(Stored data)

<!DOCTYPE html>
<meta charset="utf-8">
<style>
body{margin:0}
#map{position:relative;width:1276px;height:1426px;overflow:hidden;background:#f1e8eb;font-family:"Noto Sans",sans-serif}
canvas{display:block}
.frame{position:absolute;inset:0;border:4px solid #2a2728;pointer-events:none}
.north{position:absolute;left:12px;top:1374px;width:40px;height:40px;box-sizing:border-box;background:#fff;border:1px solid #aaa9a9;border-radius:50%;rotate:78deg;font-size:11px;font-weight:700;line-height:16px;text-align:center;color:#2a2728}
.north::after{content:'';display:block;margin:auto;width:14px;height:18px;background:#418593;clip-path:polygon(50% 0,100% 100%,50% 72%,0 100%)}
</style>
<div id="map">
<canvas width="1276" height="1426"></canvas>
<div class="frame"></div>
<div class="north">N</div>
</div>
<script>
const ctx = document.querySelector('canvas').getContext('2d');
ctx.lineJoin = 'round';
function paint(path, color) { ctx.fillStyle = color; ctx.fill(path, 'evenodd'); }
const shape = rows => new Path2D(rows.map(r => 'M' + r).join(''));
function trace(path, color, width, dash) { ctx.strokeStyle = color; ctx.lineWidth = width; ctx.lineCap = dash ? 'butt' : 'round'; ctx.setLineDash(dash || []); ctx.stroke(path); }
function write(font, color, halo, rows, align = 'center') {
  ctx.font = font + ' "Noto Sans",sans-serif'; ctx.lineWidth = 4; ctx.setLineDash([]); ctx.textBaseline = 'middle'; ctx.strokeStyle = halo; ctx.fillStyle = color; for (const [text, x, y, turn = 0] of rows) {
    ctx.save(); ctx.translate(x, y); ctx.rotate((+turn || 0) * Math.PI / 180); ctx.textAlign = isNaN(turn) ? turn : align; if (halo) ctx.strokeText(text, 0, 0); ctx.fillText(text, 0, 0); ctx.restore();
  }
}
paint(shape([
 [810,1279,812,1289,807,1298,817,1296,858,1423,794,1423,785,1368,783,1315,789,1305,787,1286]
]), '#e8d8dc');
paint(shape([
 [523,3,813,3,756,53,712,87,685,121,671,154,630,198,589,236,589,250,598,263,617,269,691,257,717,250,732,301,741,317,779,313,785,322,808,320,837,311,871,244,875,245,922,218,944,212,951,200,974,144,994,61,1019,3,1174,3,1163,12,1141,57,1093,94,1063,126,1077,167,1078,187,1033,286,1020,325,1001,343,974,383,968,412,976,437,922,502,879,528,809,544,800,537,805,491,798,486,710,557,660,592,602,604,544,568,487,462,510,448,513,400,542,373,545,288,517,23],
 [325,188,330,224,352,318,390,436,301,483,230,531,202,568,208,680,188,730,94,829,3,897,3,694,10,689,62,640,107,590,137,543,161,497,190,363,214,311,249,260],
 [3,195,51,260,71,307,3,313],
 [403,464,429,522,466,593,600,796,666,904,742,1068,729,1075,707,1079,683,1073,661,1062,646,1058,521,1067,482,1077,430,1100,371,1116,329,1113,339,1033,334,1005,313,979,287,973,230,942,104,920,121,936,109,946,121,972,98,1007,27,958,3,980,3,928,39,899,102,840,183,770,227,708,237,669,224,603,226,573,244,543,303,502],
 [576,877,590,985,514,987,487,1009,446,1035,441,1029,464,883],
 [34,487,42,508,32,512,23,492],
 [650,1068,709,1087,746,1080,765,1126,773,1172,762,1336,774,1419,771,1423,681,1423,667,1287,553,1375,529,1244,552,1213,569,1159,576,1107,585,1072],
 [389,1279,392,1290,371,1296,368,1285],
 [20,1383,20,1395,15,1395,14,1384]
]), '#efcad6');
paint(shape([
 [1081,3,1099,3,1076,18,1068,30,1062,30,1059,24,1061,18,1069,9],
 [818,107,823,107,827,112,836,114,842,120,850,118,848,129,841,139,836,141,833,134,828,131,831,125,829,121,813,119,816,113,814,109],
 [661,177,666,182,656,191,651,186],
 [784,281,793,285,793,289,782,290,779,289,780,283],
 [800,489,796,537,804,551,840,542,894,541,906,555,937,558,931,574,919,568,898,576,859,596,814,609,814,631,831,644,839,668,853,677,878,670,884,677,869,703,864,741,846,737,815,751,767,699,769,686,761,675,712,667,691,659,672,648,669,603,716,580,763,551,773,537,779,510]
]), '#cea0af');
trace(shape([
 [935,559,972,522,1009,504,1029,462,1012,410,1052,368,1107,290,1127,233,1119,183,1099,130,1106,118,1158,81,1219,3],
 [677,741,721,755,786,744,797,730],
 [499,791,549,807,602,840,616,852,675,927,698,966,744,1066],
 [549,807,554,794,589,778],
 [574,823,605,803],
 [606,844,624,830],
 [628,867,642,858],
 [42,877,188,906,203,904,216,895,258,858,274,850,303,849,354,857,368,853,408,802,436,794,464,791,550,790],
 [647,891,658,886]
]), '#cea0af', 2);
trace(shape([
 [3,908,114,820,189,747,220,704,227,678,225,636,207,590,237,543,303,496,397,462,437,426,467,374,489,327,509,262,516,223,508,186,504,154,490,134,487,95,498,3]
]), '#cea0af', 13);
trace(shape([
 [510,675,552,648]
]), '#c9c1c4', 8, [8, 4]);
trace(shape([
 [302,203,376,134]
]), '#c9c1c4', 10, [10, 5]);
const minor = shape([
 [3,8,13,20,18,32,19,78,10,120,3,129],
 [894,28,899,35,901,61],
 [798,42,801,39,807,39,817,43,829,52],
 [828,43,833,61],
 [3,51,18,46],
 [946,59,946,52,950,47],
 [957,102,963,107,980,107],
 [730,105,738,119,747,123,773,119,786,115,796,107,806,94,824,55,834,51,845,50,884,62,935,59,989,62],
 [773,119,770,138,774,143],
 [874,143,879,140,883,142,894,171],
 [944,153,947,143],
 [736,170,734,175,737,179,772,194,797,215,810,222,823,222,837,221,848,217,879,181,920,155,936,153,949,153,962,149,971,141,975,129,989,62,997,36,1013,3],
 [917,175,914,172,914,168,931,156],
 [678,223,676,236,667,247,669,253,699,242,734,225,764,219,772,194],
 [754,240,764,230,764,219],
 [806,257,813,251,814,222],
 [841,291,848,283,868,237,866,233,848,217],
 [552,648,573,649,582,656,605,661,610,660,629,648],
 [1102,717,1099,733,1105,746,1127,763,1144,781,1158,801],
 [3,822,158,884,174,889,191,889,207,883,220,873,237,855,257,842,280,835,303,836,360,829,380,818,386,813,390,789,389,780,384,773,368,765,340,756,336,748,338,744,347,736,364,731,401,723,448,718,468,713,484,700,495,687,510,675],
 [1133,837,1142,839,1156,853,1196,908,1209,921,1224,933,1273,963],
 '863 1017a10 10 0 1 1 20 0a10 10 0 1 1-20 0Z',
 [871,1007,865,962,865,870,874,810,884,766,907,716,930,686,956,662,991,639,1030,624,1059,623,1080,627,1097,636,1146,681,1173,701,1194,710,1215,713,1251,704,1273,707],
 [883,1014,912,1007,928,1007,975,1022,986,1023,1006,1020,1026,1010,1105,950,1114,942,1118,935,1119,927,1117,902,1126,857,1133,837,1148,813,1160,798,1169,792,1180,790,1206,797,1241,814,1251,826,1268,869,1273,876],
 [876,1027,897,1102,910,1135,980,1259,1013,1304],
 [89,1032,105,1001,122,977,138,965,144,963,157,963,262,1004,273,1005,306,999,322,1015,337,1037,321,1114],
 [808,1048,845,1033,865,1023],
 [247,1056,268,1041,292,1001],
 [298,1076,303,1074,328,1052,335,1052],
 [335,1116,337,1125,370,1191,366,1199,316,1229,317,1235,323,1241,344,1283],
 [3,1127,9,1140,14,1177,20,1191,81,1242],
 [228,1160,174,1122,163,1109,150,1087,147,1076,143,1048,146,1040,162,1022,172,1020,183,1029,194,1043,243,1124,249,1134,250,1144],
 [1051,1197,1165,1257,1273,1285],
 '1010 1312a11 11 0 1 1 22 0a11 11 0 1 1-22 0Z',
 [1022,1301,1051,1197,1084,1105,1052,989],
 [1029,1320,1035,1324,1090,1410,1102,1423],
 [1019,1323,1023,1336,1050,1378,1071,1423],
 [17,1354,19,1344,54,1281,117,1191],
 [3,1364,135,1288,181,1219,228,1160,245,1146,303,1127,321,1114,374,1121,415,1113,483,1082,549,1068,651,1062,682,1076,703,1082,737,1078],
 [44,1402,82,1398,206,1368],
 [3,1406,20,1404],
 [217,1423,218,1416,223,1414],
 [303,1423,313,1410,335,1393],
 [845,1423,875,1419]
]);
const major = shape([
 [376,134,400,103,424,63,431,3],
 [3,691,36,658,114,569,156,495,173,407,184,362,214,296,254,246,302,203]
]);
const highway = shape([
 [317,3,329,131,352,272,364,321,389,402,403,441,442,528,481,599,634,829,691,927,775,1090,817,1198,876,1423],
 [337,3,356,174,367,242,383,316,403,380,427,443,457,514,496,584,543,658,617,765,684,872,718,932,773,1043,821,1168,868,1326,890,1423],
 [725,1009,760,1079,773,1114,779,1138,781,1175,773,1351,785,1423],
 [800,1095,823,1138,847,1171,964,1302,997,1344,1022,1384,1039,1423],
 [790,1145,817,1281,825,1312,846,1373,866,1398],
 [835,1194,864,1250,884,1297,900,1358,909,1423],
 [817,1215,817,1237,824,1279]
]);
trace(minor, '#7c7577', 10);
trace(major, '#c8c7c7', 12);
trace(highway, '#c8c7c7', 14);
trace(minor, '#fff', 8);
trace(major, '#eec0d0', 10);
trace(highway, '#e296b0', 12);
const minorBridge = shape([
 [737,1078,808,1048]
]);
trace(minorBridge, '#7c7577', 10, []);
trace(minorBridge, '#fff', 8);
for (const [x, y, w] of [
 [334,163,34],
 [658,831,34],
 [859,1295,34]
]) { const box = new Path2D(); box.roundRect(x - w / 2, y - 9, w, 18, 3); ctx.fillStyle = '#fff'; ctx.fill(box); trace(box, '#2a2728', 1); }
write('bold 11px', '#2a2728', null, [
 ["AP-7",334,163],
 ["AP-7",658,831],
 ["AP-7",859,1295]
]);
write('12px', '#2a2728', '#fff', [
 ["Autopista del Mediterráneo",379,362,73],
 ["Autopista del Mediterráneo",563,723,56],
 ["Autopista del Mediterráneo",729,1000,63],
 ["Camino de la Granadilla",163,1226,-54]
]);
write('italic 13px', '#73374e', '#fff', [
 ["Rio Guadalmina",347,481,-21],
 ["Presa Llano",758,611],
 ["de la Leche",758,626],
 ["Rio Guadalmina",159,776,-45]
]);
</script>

What you are asked to do
Find all lines holding the word "halo" in the records above and copy them.

Task result
function write(font, color, halo, rows, align = 'center') {
  ctx.font = font + ' "Noto Sans",sans-serif'; ctx.lineWidth = 4; ctx.setLineDash([]); ctx.textBaseline = 'middle'; ctx.strokeStyle = halo; ctx.fillStyle = color; for (const [text, x, y, turn = 0] of rows) {
    ctx.save(); ctx.translate(x, y); ctx.rotate((+turn || 0) * Math.PI / 180); ctx.textAlign = isNaN(turn) ? turn : align; if (halo) ctx.strokeText(text, 0, 0); ctx.fillText(text, 0, 0); ctx.restore();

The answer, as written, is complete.